Natural sake is born under the constraints of nature. The days of using energy limitlessly are gone, as we have come to realize that sources of energy are finite. Thanks to the advancement of technology, we managed to fully switch the electricity used in our brewery to renewable energy. We are aiming to convert other energy sources to renewables at the earliest date possible.

Learning from the past

It has been 30 years since we started advocating the importance of “learning from nature through our sake brewing.” As part of the program to celebrate our 350th anniversary, we have shown some highlights of our past, present, and future. The close relationships that we have been able to develop, maintain, and hand down over 350 years have been truly fermentative, such as those with: the microorganisms that live in our brewery; the generations of tools and equipment at Terada Honke that have been carefully maintained and handed down to us from our predecessors; the brewers that have dexterously use these tools to get the best results out of each brewing cycle; and the farmers that have been growing and supplying us with all the fine rice. Each and every one of us is different. We shift along with generational change. But this large ecosystem that we have built with all of them remains unchanged. It is only the patronage of everyone that continues to support us that will allow us to keep this mechanism working. We send our deepest gratitude to all those that continue to support us because we very well know that we cannot keep this intricate relationship working all these years without such patronage.

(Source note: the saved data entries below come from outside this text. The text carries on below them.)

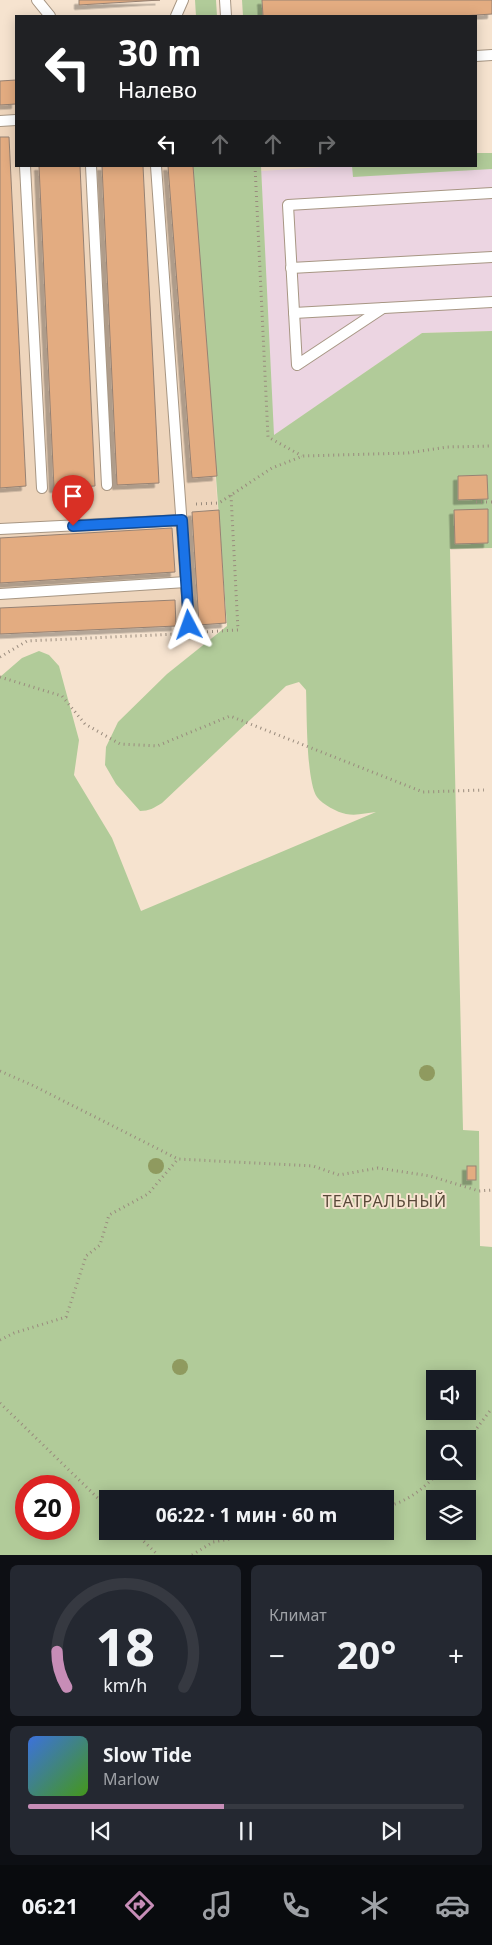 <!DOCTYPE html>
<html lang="ru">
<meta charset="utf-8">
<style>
:root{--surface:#171b24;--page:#242831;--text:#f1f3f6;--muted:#9ea1a6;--line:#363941;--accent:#c78db7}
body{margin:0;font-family:"Noto Sans",sans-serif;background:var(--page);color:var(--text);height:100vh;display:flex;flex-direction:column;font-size:19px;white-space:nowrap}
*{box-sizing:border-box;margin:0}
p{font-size:16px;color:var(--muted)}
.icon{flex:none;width:28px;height:28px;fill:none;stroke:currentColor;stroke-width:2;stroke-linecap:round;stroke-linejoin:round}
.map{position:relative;height:1555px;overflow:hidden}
.side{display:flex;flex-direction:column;gap:10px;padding:10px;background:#0d0f14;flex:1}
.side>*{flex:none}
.guide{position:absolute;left:15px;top:15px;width:462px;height:152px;border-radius:0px;box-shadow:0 2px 12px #0003;background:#202124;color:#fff;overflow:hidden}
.tools{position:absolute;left:426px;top:1370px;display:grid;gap:10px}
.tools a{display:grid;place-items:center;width:50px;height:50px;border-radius:0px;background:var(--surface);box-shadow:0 2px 12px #0003;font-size:25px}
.speed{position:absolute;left:15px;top:1475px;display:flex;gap:10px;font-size:25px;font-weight:700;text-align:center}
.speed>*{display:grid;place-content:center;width:65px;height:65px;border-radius:50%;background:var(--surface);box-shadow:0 2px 12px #0003;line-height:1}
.speed .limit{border:8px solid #d22;background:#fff;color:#111}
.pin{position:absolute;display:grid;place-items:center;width:42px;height:42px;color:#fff;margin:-51px -21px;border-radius:50% 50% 50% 0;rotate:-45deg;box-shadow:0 0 5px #0007}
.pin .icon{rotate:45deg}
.me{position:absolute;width:55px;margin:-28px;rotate:356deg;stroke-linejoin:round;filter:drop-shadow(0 0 4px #0008)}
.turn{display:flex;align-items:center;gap:18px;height:105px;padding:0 20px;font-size:22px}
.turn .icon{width:65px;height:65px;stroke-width:2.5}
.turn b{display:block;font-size:35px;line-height:42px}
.lanes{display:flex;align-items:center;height:48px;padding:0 20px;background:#0003;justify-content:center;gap:25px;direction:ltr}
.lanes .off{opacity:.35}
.big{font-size:38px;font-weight:700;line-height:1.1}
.side .tile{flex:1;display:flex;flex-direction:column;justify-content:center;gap:8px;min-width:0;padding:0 18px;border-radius:8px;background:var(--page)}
.side .dial{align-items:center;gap:0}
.dial svg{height:130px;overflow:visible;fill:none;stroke:var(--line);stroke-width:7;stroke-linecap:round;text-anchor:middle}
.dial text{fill:var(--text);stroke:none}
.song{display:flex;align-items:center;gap:15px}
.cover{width:60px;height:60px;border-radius:8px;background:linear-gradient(135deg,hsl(220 70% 55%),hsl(100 70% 35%))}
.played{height:5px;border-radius:2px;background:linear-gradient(90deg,var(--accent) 45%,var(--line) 45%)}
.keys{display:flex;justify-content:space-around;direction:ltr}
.heat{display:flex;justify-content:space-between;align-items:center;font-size:28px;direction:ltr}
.side .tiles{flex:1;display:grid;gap:10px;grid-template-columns:1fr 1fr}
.tile:last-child{grid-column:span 2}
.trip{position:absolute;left:99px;top:1490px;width:295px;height:50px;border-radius:0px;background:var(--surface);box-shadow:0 2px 12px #0003;font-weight:700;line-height:50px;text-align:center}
.menu{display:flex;height:80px;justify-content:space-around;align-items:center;background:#090b0e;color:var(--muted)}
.menu .icon{width:35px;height:35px}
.menu .selected{color:var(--accent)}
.menu b{font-size:22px;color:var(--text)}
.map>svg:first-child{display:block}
.commercial{fill:#ecd5e2}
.built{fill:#eed5bc}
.green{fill:#b1cb99;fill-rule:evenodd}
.building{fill:#e3ac81;stroke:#978273;filter:url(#shadow)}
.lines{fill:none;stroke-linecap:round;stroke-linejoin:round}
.service-casing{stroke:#a79683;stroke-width:12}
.path{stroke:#998b7d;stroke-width:3;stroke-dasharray:1 4;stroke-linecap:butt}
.service{stroke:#fff;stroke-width:10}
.tree{fill:#8f9a5f}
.route-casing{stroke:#114b97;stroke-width:12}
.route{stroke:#1a73e8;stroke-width:9}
.labels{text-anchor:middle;stroke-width:4;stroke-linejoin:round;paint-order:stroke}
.neighbourhood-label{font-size:16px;letter-spacing:1px;fill:#594939;stroke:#f6e3cf}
</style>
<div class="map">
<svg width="492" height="1555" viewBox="0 0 492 1555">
<defs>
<filter id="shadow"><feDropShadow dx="-4.5" dy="4.5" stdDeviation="0" flood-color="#0004"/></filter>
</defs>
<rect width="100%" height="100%" fill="#f6e3cf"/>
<!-- commercial -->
<path class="commercial" d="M 492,158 L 492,331 L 422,333 L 273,436 L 261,171 L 339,166 L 476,166 Z"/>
<!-- built -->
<path class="built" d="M 16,80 L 16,166 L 193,166 L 226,623 L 0,634 L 0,81 Z"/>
<!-- green -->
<g class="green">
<path d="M 195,0 L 216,0 L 217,16 L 196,16 Z"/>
<path d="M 242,0 L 262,0 L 263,16 L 243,16 Z"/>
<path d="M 476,153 L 492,153 L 492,169 L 353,177 L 352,166 L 476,166 Z"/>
<path d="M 193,166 L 261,166 L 274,435 L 422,333 L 492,331 L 492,548 L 450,549 L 463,1130 L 479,1131 L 480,1246 L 492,1247 L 492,1555 L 0,1555 L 0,677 L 22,658 L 39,651 L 49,655 L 59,666 L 79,740 L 74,775 L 112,838 L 141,911 L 376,812 C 366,813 357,816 346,814 C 337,812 323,805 317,797 C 306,781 307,712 306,690 L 299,682 L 286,686 L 162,803 C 154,808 149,811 140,811 L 116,784 L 105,765 L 106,747 L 118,722 L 167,674 L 227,626 ZM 435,1379 L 468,1379 L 468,1411 L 435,1411 ZM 435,1439 L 468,1439 L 468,1471 L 435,1471 ZM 26,1486 L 69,1486 L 69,1529 L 26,1529 ZM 108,1499 L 385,1499 L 385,1531 L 108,1531 ZM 435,1499 L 468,1499 L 468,1531 L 435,1531 Z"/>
</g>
<!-- building -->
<g class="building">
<path d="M 79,0 L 160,0 L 79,5 Z"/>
<path d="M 262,0 L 492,0 L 492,14 L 461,16 L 263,16 Z"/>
<path d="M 16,80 L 16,104 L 0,105 L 0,81 Z"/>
<path d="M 0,137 L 9,137 L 26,486 L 0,488 Z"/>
<path d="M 39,166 L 80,166 L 95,486 L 54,488 Z"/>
<path d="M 102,166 L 143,166 L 159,483 L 117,485 Z"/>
<path d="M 168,166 L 193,166 L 217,476 L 192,478 Z"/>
<path d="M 487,475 L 488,499 L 458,500 L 458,476 Z"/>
<path d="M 488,509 L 488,543 L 455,544 L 454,510 Z"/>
<path d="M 219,510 L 226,623 L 199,625 L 192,512 Z"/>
<path d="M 172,528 L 175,572 L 0,583 L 0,538 Z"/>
<path d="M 175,600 L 176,626 L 0,634 L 0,608 Z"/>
<rect x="467" y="1166" width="9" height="14"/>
</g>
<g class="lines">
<defs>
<g id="service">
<path d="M 37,0 L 50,16"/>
<path d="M 225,0 L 226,16"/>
<path d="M 176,16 L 183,0"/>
<path d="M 476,56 L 492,55"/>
<path d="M 0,121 L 16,120"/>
<path d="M 25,166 L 42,488"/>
<path d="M 91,166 L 107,485"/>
<path d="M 156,166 L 189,625"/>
<path d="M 291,268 L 492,257"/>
<path d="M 383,308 L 297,365 L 288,205 L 492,193"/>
<path d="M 294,313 L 492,302"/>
<path d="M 0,529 L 182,520"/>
<path d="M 0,594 L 186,582"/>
</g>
</defs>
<!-- service casing -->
<use href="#service" class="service-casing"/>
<!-- path -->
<g class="path">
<path d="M 255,166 L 268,437 L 302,456"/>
<path d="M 476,502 L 492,502"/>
<path d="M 196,504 L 219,503 L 272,468 L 303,456 L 408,453 L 447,447 L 492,446"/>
<path d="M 202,632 L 238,630 L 231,495"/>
<path d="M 0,657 L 27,641 L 176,634"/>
<path d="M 0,677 L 62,696 L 85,724 L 120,744 L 157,746 L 230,716 L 423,792 L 484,790"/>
<path d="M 0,1071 L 32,1085 L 178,1159 L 313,1166 L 339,1175 L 378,1168 L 430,1176 L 479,1191 L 492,1190"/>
<path d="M 0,1340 L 14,1333 L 66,1317 L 86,1256 L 100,1245 L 109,1215 L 148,1194 L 178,1159"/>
<path d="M 0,1403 L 108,1508"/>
<path d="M 468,1440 L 492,1408"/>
<path d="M 385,1507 C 409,1501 423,1489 440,1471"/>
<path d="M 133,1531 L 158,1555"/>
<path d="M 192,1555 L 213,1542 L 278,1531"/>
</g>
<!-- service -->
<use href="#service" class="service"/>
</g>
<!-- trees -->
<g class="tree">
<circle cx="427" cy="1073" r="8"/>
<circle cx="156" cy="1166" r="8"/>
<circle cx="180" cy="1367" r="8"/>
</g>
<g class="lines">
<defs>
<path id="route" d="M 73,526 L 182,520 L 189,625"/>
</defs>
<!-- route casing -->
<use href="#route" class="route-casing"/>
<!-- route -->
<use href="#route" class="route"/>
</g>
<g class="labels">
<!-- neighbourhood labels -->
<g class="neighbourhood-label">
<text x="385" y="1207">ТЕАТРАЛЬНЫЙ</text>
</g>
</g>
</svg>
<div class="tools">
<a><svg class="icon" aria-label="sound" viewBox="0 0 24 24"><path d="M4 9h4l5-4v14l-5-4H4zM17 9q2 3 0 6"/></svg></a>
<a><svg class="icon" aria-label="search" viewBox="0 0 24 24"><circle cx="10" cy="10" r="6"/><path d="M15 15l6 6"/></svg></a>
<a><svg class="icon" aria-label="layers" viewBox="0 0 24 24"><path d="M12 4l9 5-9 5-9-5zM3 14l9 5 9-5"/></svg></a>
</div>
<div class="speed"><div class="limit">20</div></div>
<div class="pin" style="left:73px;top:526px;background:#d93025"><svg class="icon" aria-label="arrive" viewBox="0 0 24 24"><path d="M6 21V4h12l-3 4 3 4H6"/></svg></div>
<svg class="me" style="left:189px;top:625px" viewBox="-20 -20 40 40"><path d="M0-17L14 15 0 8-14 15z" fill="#1a73e8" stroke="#fff" stroke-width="4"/></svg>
<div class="trip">06:22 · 1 мин · 60 m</div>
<div class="guide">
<div class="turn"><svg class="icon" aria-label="left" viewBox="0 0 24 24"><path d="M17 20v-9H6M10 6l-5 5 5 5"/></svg><div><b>30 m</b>Налево</div></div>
<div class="lanes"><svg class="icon" aria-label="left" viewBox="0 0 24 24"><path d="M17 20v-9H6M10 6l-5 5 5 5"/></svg><svg class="icon off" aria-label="ahead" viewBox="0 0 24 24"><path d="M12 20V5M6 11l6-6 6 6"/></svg><svg class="icon off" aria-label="ahead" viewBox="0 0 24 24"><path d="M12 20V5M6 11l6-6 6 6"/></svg><svg class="icon off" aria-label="right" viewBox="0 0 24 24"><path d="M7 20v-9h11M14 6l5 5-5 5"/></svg></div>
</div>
</div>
<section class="side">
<div class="tiles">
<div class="tile dial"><svg viewBox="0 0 100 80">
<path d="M14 69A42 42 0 1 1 86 69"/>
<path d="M14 69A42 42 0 0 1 8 47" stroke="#c78db7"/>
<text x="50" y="56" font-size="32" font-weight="700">18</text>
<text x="50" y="72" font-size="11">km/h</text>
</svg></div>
<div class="tile"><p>Климат</p>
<div class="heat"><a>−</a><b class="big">20°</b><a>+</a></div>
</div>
<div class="tile">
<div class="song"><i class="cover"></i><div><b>Slow Tide</b><p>Marlow</p></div></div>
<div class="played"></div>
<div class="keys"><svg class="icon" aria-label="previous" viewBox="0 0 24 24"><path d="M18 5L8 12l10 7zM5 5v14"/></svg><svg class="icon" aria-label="pause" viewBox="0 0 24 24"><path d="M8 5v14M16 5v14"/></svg><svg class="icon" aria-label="next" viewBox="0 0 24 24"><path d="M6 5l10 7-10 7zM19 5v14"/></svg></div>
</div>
</div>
</section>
<nav class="menu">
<b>06:21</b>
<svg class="icon selected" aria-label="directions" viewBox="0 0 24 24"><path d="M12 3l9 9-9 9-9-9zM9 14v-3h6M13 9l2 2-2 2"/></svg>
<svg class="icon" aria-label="music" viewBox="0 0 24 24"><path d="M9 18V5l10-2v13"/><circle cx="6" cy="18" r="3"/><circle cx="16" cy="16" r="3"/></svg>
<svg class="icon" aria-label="phone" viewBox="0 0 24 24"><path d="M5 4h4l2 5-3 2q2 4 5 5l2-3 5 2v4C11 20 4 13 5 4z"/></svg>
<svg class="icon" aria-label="climate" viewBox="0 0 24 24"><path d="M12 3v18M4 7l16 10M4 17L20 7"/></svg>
<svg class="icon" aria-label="car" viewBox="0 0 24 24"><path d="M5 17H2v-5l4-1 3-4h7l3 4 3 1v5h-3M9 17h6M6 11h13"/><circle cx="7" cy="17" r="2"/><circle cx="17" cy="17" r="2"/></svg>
</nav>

The next milestone, our 400th anniversary, will come in 2073.
By continuing our quest to discover what natural sake is all about, we assure you that Terada Honke will continue to have a promising future in the next 50 years by developing natural sake that will bring positive experiences to customers more than ever before, and we pledge that we will continue to pursue the possibilities of fermentation together with every person that loves nature, living side by side with microorganisms.